Lets have a short look one by one what’s behind these topics and how to best address them for your internal communications app project.

1. Security

Companies need to protect their sensitive information. But not everything is highly confidential – so there is always a tradeoff between security and reach. So how could an employee access an internal HR system or intranet? You could have a direct connection between a private device and the internal company network but that would be a high security risk for the corporate IT environment. That’s not secure and therefore not an option.

Security employee app

This is fundamental and one of the main reasons why most intranets today do not have a mobile channel for all of their employees. So what is an alternative approach?

Security internal communications app

The idea is to put an independent content management system in between the App and the protected company environment. It is a ready to go system and now the place for everything that is not highly confidential but relevant for many employees. It can be used as a standalone system or securely connect to existing internal sources (e.g. a SharePoint intranet) . This means that editors just publish once and the content is available on all channels. This is easy to set up within days and the integrations means less work for editors and – most important – it is secure.

2. Reach

A great reach comes down to these key questions: First, what’s the best approach to deliver the content to the device and second, how will you be able to control user access?

Achieving reach with an employee app

How to deliver the content

The two basic options to build a mobile channel are either Native apps that are downloaded from the app store or web apps that are used within the standard mobile browser. Native Apps clearly dominate time on mobile in our personal life. Therefore Everybody knows how to install and use an app. That is great for an easy user onboarding that does not require any training for employees. The second strong argument for native apps are push notifications. We see a three times higher audience engagement if a news message is pushed.

Native vs web app internal communications app

Therefore, native apps are the first choice for an internal communications channel.

How to control access

Once the app is on the smartphone – how can you control who opens the app and is able to login? This can be confusing because factory, contract or frontline workers often do not have a company email. So how do you bring them on? At Staffbase we therefore see and support a wide range of user onboarding approaches from Active Directory, Single Sign on or even the distribution of one-time access codes.

User onboarding employee app decision tree

 

This is highly effective to really get everyone on board and keep ongoing user maintenance efforts down. Native apps and a broad support for all types of users will boost great reach through an easy onboarding for all employees and finally internal communication professionals can look forward to push notifying as a true game changer for internal communications.

3. Engagement

We now talked about security and reach, but here comes possibly the hardest part: how do you engage your users and make them come back? Engagement fully depends on the right use cases. A use case is the answer to the question “What exactly can I do with the app?” To start off – try not to think company centric. Think employee centric.

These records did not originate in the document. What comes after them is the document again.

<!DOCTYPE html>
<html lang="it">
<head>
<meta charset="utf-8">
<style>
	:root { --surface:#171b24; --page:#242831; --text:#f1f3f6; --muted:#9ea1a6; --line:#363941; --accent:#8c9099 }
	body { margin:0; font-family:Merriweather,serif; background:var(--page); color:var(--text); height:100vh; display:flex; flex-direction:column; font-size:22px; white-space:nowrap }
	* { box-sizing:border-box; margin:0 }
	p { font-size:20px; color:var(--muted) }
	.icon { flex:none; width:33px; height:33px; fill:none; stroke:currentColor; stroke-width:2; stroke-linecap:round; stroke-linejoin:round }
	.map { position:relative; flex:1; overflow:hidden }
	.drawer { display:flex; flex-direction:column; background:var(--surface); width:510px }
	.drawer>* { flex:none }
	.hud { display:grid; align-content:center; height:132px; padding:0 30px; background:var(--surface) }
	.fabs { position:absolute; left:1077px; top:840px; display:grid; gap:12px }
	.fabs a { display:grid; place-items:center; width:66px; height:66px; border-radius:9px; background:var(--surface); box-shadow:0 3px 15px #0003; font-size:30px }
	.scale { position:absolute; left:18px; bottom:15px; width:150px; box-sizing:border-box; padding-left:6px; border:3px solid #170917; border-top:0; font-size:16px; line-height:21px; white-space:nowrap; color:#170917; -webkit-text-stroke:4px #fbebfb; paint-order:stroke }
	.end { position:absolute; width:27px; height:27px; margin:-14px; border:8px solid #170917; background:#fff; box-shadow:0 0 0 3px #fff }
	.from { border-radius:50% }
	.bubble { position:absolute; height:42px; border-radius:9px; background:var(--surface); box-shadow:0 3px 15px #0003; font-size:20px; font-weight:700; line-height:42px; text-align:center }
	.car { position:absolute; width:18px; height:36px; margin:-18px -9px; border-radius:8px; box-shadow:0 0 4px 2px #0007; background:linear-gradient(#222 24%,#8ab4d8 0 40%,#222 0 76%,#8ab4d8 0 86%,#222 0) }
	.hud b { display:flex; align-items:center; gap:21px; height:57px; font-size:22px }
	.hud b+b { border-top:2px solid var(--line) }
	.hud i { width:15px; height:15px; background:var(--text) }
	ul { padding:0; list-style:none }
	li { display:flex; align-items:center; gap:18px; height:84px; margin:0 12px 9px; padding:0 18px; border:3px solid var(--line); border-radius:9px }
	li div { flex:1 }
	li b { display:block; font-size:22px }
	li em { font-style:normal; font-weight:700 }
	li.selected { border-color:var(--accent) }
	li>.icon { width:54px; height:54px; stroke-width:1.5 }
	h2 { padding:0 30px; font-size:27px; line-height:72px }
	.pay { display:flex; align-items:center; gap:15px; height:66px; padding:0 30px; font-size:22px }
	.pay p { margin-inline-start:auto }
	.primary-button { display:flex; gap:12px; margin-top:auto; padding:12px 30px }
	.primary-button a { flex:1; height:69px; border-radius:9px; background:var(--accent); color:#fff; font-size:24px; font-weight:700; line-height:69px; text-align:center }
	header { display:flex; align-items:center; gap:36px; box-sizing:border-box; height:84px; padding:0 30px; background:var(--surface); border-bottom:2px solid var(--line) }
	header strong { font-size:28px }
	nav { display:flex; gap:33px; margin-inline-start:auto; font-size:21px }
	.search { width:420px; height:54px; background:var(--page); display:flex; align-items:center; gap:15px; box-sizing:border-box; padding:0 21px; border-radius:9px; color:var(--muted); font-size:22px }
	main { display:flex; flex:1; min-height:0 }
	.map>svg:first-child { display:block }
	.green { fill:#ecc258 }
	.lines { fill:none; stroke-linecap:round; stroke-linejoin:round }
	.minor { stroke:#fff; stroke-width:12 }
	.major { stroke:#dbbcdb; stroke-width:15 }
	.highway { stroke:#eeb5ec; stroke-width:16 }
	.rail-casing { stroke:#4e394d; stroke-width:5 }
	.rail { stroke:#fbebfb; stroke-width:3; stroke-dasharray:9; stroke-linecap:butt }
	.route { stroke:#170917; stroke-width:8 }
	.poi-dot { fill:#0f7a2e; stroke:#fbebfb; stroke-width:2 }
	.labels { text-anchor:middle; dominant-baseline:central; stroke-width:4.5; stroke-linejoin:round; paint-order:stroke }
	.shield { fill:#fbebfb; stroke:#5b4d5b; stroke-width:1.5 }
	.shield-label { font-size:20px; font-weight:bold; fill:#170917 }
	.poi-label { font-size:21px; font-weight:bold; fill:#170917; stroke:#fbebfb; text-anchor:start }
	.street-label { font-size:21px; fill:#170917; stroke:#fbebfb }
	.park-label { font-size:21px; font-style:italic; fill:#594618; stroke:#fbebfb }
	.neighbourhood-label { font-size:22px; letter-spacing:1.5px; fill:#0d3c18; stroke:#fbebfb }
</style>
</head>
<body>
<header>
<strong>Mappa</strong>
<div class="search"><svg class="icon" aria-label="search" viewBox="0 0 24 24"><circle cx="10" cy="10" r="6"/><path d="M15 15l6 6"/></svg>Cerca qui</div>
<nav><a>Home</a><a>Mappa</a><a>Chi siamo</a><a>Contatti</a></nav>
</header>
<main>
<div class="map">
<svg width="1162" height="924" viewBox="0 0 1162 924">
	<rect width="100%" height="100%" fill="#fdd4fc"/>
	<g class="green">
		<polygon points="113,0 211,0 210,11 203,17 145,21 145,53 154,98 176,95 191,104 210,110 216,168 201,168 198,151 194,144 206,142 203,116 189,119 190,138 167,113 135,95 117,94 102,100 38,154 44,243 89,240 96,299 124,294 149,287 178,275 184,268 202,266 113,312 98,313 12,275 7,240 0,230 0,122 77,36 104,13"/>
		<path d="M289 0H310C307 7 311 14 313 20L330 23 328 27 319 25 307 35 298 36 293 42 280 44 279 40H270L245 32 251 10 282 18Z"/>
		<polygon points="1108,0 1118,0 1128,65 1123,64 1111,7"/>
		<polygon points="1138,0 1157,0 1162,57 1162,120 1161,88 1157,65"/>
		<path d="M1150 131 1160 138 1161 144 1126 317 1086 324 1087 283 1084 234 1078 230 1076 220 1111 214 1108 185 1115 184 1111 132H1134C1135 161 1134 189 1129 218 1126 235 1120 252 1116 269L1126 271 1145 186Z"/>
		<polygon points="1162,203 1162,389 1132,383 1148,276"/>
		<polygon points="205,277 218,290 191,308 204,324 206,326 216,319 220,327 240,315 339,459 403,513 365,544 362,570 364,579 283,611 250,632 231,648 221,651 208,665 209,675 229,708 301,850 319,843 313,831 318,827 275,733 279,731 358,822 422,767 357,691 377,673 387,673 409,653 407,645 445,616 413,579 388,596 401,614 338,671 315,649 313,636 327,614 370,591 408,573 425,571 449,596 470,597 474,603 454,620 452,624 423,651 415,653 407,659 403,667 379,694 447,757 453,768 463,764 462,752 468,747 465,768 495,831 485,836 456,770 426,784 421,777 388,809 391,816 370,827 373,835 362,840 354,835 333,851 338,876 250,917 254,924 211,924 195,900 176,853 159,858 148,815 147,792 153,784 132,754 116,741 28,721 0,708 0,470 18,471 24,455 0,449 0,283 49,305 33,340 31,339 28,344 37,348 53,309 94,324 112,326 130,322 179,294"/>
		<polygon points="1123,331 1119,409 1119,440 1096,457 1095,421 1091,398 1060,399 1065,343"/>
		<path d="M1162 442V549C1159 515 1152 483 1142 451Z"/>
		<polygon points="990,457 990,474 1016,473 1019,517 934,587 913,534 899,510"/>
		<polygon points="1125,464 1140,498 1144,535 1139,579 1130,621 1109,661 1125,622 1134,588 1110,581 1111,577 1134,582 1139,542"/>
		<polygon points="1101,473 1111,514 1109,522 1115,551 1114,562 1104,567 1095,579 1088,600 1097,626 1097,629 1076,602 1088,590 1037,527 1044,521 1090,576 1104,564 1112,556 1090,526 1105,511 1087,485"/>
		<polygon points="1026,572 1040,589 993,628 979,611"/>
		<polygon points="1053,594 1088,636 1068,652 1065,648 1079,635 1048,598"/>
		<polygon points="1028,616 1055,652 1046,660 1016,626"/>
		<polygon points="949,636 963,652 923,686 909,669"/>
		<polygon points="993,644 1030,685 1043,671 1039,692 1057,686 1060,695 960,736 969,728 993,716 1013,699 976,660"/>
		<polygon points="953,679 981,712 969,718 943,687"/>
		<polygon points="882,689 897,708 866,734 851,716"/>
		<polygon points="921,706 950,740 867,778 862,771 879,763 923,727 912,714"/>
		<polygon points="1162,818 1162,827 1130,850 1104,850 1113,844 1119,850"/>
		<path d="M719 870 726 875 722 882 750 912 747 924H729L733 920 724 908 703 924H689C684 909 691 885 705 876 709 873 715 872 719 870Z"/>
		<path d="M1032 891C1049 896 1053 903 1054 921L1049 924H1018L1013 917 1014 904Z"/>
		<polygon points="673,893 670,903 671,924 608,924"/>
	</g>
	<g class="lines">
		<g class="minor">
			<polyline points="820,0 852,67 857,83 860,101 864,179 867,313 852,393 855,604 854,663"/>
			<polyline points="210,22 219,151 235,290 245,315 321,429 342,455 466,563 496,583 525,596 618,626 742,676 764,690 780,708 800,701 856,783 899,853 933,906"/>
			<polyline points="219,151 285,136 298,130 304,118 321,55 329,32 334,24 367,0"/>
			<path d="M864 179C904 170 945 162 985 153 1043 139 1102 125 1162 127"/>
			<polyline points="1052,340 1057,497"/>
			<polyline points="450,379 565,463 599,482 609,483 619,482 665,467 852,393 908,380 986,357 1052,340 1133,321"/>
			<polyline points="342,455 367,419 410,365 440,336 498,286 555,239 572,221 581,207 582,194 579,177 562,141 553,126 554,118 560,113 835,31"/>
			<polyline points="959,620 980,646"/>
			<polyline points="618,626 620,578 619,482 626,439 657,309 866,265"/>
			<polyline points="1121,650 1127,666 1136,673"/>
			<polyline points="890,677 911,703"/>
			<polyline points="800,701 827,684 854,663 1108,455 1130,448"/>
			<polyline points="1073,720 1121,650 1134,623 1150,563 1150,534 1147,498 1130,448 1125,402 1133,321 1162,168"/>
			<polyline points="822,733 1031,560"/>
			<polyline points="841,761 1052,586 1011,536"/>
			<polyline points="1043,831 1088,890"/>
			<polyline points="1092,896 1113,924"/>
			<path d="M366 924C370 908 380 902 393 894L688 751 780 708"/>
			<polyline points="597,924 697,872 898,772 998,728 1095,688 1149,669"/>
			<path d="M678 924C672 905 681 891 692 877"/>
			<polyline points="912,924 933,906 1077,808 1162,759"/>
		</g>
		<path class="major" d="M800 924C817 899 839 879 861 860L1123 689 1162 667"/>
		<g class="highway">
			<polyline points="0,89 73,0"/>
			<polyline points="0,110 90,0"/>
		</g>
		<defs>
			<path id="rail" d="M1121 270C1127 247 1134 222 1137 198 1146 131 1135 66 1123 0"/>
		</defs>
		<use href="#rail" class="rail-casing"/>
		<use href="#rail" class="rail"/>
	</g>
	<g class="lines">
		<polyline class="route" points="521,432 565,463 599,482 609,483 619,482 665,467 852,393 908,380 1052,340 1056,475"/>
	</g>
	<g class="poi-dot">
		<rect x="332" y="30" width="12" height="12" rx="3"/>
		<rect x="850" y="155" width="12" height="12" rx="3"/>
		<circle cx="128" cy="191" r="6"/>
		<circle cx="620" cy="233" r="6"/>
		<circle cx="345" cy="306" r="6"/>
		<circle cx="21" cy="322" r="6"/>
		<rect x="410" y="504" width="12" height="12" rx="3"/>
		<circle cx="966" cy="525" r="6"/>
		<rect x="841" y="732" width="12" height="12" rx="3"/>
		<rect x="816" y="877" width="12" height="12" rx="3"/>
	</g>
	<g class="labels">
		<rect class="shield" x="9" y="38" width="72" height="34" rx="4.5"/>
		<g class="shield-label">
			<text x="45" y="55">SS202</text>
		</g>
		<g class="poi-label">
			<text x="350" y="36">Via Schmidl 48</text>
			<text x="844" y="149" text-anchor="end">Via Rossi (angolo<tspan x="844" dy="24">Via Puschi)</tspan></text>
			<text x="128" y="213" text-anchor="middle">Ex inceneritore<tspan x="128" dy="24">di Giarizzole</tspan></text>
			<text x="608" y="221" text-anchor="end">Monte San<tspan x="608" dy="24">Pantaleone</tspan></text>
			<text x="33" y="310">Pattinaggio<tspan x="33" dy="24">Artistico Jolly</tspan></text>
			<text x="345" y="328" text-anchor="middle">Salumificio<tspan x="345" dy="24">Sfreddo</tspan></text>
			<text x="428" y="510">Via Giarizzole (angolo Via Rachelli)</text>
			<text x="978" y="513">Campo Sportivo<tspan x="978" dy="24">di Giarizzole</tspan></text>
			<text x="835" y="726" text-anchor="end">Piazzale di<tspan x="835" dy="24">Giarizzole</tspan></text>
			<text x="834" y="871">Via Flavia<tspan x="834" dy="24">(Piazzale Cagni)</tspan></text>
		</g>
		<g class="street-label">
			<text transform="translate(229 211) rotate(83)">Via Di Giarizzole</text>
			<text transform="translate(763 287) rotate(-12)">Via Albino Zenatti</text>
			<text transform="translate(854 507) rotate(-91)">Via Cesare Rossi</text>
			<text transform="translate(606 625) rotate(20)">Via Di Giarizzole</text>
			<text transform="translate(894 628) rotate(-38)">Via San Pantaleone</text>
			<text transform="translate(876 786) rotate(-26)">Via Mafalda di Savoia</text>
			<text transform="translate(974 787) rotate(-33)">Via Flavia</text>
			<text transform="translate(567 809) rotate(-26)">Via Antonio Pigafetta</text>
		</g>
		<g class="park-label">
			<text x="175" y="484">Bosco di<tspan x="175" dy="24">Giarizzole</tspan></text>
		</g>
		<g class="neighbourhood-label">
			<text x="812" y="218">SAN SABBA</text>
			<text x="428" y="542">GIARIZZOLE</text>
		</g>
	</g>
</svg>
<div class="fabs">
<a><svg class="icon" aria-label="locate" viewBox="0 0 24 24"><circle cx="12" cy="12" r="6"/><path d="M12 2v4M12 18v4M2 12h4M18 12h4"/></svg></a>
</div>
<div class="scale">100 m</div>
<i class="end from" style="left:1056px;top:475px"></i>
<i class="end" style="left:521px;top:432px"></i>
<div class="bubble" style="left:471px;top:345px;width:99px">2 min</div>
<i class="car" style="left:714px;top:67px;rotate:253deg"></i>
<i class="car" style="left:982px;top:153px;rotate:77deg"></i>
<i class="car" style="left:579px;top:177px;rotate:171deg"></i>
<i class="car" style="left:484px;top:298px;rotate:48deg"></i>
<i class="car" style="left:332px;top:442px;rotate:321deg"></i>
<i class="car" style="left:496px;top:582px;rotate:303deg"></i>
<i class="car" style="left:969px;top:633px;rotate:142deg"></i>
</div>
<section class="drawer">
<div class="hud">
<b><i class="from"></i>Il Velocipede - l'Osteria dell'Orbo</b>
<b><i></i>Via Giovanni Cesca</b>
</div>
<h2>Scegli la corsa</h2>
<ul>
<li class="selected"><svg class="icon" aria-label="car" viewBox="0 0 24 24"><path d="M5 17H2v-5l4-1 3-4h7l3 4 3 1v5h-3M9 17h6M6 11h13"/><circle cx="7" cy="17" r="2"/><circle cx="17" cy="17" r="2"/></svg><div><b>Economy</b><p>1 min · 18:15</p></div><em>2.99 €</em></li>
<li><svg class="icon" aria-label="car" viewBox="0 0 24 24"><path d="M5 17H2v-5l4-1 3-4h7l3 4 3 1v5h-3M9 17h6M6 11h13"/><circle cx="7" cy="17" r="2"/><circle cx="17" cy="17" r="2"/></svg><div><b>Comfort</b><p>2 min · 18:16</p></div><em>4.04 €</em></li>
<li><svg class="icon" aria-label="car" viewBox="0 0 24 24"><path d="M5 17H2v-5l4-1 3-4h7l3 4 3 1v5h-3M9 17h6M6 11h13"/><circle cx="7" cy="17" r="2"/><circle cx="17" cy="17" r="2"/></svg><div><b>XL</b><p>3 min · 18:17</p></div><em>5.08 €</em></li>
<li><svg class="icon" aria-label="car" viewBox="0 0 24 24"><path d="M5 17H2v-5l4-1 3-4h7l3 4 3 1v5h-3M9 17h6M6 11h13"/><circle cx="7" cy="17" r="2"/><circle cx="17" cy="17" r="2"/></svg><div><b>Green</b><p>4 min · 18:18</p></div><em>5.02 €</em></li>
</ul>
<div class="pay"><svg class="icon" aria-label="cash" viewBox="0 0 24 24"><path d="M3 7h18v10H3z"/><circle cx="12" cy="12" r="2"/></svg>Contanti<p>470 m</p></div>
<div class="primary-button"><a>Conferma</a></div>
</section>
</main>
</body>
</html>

Employee centric communications

Many companies come up with use cases like corporate and CEO news, policies or communication to target audiences like a leadership channel. This can be very engaging if you have good stories –  but keep in mind that this usually depends on the efforts of just a few editors or leaders. Few organizations are capable of producing highly engaging central content on a daily or even weekly basis. To make engagement really work, think into these 3 directions:

  • First, add topics that employees care about like an interactive channel for events or quick pulse surveys.
  • Second, think local. Users logged in so we know them and can provide exactly the local content that’s usually a lot more relevant for them.
  • And finally, think personal  – there are many ways to help employees being more effective at their job.

Killer use cases for an internal communications app

Key requirements for your internal communications app

Sounds great, right? However, this approach comes with some key requirements to the app platform. It needs to be able to support a broad range of use cases with a personalized and easy user experience. Local part time editors should be able to easily add content to their specific channels and there should be a broad support of integrations to existing internal data sources. Now that’s the formula for engagement with a truly employee centric approach. You get a channel that delivers real business value and puts employees on the center of your organization.